Problem description: Pull out every line below that holds the word "Västra".

Provided data:
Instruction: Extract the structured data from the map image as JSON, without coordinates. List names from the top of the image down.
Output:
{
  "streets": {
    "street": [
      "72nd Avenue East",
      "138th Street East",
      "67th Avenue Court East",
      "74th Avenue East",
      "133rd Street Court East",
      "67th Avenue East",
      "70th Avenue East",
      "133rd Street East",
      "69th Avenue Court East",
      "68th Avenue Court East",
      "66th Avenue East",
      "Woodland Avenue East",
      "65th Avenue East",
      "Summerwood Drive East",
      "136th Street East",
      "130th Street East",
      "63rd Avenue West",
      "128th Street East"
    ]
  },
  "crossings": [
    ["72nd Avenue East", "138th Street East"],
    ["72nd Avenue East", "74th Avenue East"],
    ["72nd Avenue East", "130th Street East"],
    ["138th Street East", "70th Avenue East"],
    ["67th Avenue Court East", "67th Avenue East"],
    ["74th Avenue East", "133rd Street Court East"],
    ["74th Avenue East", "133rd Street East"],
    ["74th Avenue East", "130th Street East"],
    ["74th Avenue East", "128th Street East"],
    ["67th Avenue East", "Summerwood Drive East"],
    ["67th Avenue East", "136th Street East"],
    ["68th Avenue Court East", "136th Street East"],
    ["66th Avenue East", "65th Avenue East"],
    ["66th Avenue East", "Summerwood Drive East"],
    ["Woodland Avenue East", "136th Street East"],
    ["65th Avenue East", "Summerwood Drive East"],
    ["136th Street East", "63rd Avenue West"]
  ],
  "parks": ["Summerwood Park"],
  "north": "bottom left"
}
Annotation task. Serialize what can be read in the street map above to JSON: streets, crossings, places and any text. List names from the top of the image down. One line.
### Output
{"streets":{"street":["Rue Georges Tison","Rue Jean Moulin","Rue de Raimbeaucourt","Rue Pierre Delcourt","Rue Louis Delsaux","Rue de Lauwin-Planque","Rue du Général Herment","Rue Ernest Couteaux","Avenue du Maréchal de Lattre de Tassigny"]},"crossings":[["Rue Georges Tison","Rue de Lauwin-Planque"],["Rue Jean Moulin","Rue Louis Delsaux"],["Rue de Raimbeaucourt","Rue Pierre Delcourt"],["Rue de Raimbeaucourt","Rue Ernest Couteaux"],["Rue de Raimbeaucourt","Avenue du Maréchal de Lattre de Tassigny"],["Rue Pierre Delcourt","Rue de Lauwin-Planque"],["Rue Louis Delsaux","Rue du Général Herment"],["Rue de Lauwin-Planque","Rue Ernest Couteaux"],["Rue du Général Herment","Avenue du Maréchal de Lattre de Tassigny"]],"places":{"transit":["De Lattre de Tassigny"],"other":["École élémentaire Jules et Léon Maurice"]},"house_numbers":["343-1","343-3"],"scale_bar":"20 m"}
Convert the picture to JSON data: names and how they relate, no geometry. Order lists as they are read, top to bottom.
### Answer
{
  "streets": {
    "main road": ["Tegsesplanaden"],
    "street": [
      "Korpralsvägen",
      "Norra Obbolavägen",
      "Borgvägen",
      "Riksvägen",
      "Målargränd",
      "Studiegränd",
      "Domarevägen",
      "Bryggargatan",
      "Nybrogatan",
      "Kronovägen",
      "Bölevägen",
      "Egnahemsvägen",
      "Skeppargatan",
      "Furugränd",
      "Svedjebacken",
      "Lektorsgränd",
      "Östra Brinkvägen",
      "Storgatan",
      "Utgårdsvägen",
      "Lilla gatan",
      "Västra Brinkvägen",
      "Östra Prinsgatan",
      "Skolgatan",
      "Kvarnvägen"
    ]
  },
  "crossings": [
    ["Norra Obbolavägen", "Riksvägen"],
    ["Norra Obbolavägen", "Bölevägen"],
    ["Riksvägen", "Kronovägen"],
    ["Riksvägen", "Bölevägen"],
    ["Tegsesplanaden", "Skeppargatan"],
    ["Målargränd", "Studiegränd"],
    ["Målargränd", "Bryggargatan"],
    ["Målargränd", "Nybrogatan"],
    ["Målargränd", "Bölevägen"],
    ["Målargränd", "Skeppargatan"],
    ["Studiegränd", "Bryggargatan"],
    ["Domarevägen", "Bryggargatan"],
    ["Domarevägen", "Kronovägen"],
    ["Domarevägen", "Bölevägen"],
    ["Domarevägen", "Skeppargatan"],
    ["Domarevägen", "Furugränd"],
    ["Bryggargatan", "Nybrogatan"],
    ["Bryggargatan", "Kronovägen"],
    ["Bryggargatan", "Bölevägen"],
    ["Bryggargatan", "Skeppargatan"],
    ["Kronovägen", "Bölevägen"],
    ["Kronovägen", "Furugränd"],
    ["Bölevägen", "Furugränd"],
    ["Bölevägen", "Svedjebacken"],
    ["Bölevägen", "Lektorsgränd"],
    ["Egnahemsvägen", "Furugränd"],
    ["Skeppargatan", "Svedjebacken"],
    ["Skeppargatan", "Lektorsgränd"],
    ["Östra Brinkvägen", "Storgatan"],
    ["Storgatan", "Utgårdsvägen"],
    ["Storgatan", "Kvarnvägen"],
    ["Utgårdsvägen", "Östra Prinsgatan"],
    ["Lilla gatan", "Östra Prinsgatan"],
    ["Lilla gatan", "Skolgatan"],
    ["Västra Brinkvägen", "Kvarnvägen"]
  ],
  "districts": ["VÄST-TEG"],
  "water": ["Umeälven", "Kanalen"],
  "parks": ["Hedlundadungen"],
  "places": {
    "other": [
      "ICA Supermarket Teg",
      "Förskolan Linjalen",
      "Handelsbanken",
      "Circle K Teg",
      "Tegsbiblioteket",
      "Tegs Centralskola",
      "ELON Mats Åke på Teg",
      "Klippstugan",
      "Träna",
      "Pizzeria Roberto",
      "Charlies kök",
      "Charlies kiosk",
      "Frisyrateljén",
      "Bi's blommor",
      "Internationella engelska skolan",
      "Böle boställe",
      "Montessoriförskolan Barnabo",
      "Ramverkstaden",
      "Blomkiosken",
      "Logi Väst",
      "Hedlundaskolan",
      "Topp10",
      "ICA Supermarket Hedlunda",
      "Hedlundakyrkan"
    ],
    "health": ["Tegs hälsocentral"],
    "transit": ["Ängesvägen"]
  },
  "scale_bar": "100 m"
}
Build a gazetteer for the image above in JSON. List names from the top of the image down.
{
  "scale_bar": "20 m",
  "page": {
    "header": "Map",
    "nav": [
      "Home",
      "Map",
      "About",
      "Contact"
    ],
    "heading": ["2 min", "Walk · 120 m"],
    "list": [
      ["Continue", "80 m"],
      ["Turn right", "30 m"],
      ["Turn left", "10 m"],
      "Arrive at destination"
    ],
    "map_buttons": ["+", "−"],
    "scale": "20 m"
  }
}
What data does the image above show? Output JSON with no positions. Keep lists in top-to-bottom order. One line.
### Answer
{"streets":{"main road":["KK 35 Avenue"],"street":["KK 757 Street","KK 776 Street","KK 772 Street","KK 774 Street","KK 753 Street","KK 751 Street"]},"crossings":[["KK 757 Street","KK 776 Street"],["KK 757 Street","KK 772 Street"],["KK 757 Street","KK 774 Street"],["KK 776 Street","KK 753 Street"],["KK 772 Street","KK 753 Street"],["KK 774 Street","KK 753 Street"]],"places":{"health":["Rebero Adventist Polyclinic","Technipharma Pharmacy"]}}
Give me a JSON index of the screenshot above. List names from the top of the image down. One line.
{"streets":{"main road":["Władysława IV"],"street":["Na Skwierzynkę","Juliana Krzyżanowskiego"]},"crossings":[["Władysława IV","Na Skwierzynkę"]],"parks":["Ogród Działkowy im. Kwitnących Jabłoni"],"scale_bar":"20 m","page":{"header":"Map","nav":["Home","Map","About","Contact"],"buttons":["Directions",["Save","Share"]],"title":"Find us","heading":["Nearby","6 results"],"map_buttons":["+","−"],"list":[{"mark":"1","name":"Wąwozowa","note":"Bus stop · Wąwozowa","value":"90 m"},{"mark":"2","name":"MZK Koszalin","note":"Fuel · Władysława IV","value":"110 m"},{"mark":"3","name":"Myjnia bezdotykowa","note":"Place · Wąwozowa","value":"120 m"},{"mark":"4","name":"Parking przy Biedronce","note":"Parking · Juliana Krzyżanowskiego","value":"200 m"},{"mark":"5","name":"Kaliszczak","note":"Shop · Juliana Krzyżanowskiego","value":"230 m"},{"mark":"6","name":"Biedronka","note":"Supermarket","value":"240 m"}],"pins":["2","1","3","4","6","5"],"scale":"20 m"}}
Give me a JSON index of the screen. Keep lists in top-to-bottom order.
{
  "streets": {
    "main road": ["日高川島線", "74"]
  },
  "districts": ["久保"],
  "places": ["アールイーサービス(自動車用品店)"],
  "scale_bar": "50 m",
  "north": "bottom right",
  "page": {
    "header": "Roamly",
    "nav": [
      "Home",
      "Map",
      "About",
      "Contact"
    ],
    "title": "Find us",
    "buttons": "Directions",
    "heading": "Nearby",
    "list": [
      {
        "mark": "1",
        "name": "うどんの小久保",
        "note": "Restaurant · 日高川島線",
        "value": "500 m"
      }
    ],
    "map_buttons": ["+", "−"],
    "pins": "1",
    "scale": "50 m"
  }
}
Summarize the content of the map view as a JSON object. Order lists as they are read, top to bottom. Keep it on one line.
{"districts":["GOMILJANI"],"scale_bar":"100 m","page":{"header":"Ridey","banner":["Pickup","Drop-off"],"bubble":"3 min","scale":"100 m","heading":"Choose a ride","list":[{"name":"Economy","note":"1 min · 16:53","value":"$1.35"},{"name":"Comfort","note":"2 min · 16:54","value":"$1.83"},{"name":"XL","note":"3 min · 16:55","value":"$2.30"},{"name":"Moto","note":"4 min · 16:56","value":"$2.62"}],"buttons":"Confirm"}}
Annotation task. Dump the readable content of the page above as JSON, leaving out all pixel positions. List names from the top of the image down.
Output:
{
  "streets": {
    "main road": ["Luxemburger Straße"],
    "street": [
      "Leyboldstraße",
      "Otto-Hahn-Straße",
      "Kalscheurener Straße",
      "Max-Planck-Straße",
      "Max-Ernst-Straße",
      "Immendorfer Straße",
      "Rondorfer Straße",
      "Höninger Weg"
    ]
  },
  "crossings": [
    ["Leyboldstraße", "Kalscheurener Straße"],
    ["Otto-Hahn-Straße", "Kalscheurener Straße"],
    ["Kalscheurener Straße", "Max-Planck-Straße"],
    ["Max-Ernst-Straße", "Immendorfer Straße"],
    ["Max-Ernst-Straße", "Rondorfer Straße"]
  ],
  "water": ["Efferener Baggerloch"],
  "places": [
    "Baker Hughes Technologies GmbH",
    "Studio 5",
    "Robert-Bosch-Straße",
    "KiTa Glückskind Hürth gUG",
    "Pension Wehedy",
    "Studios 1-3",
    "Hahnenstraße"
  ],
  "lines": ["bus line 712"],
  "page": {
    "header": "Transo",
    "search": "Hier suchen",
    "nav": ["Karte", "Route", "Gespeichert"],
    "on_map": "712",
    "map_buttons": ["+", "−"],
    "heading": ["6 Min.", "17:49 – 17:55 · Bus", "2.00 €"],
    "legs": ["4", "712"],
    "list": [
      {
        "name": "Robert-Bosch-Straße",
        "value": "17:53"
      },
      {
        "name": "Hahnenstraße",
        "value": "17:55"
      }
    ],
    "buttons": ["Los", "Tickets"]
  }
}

Task answer:
      "Västra Brinkvägen",
    ["Västra Brinkvägen", "Kvarnvägen"]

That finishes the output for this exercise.